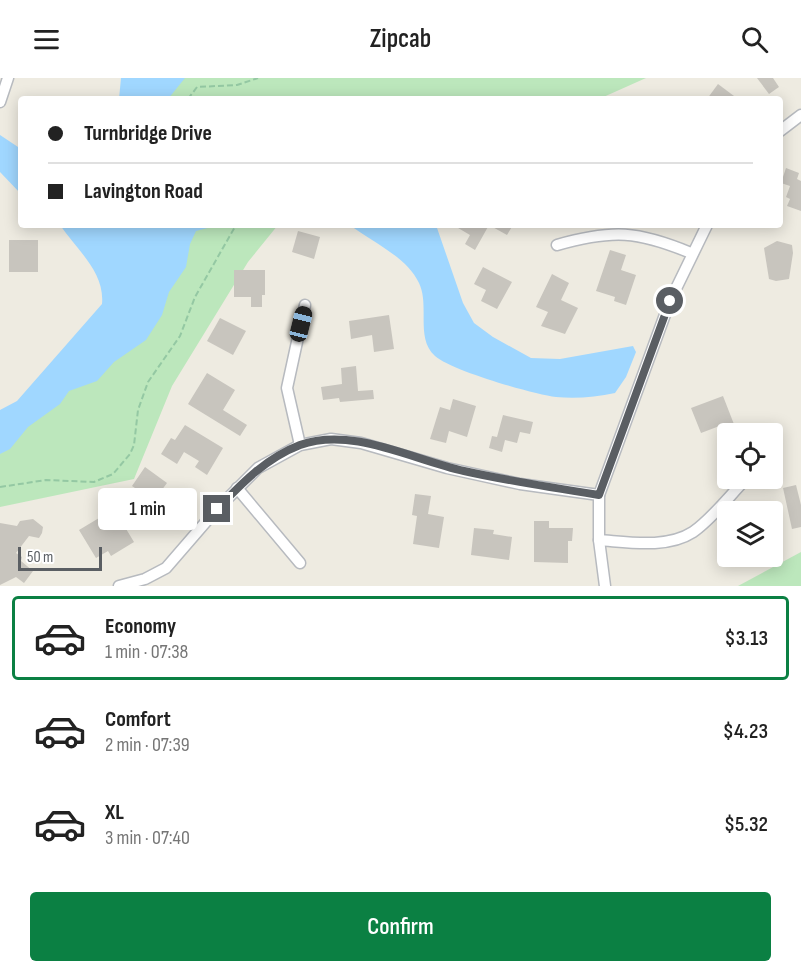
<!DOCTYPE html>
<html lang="en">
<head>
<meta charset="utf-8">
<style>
  body { margin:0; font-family:"Sofia Sans Condensed",sans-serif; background:#f2f2f2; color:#222; height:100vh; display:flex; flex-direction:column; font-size:22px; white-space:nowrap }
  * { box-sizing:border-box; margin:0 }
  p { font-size:20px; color:#767676 }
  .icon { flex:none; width:33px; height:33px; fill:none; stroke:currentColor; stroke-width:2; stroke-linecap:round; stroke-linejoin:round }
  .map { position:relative; height:508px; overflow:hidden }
  .panel { display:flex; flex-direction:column; background:#fff; flex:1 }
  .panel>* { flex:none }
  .banner { position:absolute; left:18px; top:18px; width:765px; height:132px; border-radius:6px; box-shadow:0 3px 15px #0003; display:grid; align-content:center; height:132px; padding:0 30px; background:#fff }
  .tools { position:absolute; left:717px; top:345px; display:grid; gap:12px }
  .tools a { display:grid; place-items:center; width:66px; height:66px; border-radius:6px; background:#fff; box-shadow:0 3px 15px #0003; font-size:30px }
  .scale { position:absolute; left:18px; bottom:15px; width:84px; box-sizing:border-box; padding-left:6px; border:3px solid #5a5e63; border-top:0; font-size:16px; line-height:21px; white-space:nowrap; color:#5a5e63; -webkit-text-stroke:4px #fff; paint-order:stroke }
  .end { position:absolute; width:27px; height:27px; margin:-14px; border:8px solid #5a5e63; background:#fff; box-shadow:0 0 0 3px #fff }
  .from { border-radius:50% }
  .bubble { position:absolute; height:42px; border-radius:6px; background:#fff; box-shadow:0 3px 15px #0003; font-size:20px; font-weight:600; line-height:42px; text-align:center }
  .car { position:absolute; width:18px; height:36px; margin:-18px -9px; border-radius:8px; box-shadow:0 0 4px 2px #0007; background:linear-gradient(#222 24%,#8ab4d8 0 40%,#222 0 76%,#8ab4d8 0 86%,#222 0) }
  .banner b { display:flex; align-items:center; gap:21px; height:57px; font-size:22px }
  .banner b+b { border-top:2px solid #e0e0e0 }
  .banner i { width:15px; height:15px; background:#222 }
  ul { padding:10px 0 0; list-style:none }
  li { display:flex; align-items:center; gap:18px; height:84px; margin:0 12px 9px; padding:0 18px; border:3px solid transparent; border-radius:6px }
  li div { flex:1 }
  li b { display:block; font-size:22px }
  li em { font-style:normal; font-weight:600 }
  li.current { border-color:#0b8043 }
  li>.icon { width:54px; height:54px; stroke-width:1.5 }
  .primary-button { display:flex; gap:12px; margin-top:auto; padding:12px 30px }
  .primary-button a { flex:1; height:69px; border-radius:6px; background:#0b8043; color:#fff; font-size:24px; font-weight:600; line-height:69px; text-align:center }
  header { display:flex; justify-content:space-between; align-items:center; height:78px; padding:0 30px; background:#fff; font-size:27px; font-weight:600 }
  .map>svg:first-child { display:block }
</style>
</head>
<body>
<header><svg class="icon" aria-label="menu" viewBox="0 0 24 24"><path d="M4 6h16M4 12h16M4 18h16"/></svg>Zipcab<svg class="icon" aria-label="search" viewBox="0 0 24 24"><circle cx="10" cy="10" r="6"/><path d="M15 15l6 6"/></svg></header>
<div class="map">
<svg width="801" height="508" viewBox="0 0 801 508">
  <rect width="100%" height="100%" fill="#eeebe1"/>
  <!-- green -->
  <g fill="#bce7bc">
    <path d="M 159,0 L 646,0 L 599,21 L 148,21 Z"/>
    <path d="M 137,147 L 278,147 L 248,184 L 172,308 L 134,401 L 0,429 L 0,346 L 95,264 Z"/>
    <path d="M 801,474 L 801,508 L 738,508 Z"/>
  </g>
  <!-- water -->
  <g fill="#a0d7ff">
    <path d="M 121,0 L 185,0 L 168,21 L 119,21 Z"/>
    <path d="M 0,57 L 21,71 L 21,116 L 0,94 Z"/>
    <path d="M 60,147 L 219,147 L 196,153 L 190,166 L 186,189 L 169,214 L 162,237 L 146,262 L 114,284 L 97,303 L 69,313 L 60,326 L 28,349 L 10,371 L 0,376 L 0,332 L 17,323 L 102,226 C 105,194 77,172 60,147 Z"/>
    <path d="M 350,147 L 436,147 L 463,225 L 474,245 L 493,259 L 531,280 L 560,281 L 633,268 L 636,274 L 626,299 L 615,315 C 596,319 576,321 556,319 C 533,316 452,293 435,278 C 415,260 430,228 419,205 C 406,178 373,165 350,147 Z"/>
  </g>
  <!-- building -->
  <g fill="#c8c5be">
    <path d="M 757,0 L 773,0 L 779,9 L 769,16 Z"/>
    <path d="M 718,6 L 738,21 L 707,21 Z"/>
    <path d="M 786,90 L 799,95 L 797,101 L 801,103 L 801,133 L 787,128 L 790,121 L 786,119 L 790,108 L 781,105 Z"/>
    <path d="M 453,147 L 513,147 L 507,157 L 489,147 L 475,172 L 465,166 L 470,157 Z"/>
    <path d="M 298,153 L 320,159 L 314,181 L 292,174 Z"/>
    <rect x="9" y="162" width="29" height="32"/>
    <path d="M 777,163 L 792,167 L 793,175 L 789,201 L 776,203 L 769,201 L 764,170 Z"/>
    <path d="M 610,172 L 626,177 L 621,192 L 636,197 L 626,227 L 614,223 L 615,219 L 596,213 Z"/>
    <path d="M 483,189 L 512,204 L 497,231 L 481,223 L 486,212 L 474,206 Z"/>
    <path d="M 234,192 L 265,192 L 265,217 L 262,217 L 262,229 L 251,229 L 251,219 L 234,219 Z"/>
    <path d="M 552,196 L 569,205 L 561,222 L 578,230 L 565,256 L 541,248 L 548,234 L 536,229 Z"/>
    <path d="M 389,237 L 394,271 L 374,274 L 372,257 L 351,261 L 349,243 Z"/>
    <path d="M 220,240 L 246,253 L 233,277 L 207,263 Z"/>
    <path d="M 356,288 L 358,313 L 373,312 L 374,321 L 340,324 L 339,320 L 323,322 L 321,309 L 342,306 L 341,290 Z"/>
    <path d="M 207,295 L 235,312 L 223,332 L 247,347 L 240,358 L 188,326 Z"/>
    <path d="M 723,318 L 737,354 L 726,358 L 722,347 L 701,355 L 691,330 Z"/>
    <path d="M 453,321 L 476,328 L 467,359 L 449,353 L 446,365 L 430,361 L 440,329 L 450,332 Z"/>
    <path d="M 503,337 L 533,344 L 530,356 L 520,354 L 517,365 L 505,362 L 502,374 L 489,370 L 492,358 L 497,359 Z"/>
    <path d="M 185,347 L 223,370 L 207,397 L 195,389 L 199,383 L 184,374 L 177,386 L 161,376 L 171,360 L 175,362 Z"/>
    <path d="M 145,389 L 167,405 L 144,436 L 126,423 L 135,410 L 132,408 Z"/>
    <path d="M 796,407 L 801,427 L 801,449 L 792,451 L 783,410 Z"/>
    <path d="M 415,416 L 431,418 L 428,436 L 444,439 L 439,470 L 413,466 L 417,438 L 412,437 Z"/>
    <path d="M 114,431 L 134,464 L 111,478 L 108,473 L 96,480 L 79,452 Z"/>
    <path d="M 33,441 L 43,449 L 42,455 L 39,460 L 29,458 L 16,475 L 22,479 L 21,483 L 33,493 L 24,505 L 16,499 L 0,507 L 0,445 L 17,448 L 20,443 Z"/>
    <path d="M 534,443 L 549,443 L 549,450 L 573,450 L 572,463 L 568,463 L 568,485 L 534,484 Z"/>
    <path d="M 474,450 L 494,452 L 493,456 L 512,459 L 509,482 L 471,477 Z"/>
  </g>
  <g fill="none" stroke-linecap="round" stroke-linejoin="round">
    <defs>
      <g id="street">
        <path d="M 0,24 L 8,0"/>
        <path d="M 780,53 L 801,37"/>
        <path d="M 557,167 C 613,151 638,153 691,175"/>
        <path d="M 300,367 L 287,310 L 305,227"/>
        <path d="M 237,410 L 300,485"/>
        <path d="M 599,462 C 628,464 667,471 693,454 C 712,441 730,417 747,400"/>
        <path d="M 119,508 L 145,501 L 166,490 L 217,431 L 258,390 L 300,367 L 331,361 L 361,365 L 447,390 L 520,406 L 599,417"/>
        <path d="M 605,508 L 599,462 L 599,417 L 670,223 L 707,147"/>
      </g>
    </defs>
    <!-- street casing -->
    <use href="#street" stroke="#b7babf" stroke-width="13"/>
    <!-- path -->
    <g stroke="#94c8a3" stroke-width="2" stroke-dasharray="6 3" stroke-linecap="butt">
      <path d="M 188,21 L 197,9 L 237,7 L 258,0"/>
      <path d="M 0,409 L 46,402 L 94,404 L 113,396 L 130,376 L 134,367 L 138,332 L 148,304 L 180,258 L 195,219 L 236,147"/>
    </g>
    <!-- street -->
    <use href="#street" stroke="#fff" stroke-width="10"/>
  </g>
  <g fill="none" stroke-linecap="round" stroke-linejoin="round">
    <!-- route -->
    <path stroke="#5a5e63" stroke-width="8" d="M 217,431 C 241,406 266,380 300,367 C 352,348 413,382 464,393 C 509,403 554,410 599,417 L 670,223"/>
  </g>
</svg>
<div class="tools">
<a><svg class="icon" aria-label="locate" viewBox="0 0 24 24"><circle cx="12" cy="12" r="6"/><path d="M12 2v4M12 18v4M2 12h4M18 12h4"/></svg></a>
<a><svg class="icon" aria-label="layers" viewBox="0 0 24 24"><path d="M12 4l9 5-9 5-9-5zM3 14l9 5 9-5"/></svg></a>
</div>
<div class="scale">50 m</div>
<i class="end from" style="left:670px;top:223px"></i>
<i class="end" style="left:217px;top:431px"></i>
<div class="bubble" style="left:98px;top:410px;width:99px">1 min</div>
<i class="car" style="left:301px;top:246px;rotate:14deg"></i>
<div class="banner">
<b><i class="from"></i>Turnbridge Drive</b>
<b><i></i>Lavington Road</b>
</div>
</div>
<section class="panel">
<ul>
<li class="current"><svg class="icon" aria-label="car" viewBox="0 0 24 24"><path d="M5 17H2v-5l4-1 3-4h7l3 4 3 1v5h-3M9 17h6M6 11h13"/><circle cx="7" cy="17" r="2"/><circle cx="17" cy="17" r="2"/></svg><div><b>Economy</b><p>1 min · 07:38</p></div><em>$3.13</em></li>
<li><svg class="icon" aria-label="car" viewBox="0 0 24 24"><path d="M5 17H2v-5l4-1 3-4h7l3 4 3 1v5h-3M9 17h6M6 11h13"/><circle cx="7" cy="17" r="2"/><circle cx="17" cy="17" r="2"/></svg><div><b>Comfort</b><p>2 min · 07:39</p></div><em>$4.23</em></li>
<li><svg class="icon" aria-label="car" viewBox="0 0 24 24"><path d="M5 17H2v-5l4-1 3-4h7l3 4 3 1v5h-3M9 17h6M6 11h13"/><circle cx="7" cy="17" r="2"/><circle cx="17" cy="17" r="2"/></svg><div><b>XL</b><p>3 min · 07:40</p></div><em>$5.32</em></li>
</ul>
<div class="primary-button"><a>Confirm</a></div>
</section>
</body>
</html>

_TRY IT:_ Go through the material line by line. Show each line that contains the string "absolute".

_EXERCISE RESULT:_
  .banner { position:absolute; left:18px; top:18px; width:765px; height:132px; border-radius:6px; box-shadow:0 3px 15px #0003; display:grid; align-content:center; height:132px; padding:0 30px; background:#fff }
  .tools { position:absolute; left:717px; top:345px; display:grid; gap:12px }
  .scale { position:absolute; left:18px; bottom:15px; width:84px; box-sizing:border-box; padding-left:6px; border:3px solid #5a5e63; border-top:0; font-size:16px; line-height:21px; white-space:nowrap; color:#5a5e63; -webkit-text-stroke:4px #fff; paint-order:stroke }
  .end { position:absolute; width:27px; height:27px; margin:-14px; border:8px solid #5a5e63; background:#fff; box-shadow:0 0 0 3px #fff }
  .bubble { position:absolute; height:42px; border-radius:6px; background:#fff; box-shadow:0 3px 15px #0003; font-size:20px; font-weight:600; line-height:42px; text-align:center }
  .car { position:absolute; width:18px; height:36px; margin:-18px -9px; border-radius:8px; box-shadow:0 0 4px 2px #0007; background:linear-gradient(#222 24%,#8ab4d8 0 40%,#222 0 76%,#8ab4d8 0 86%,#222 0) }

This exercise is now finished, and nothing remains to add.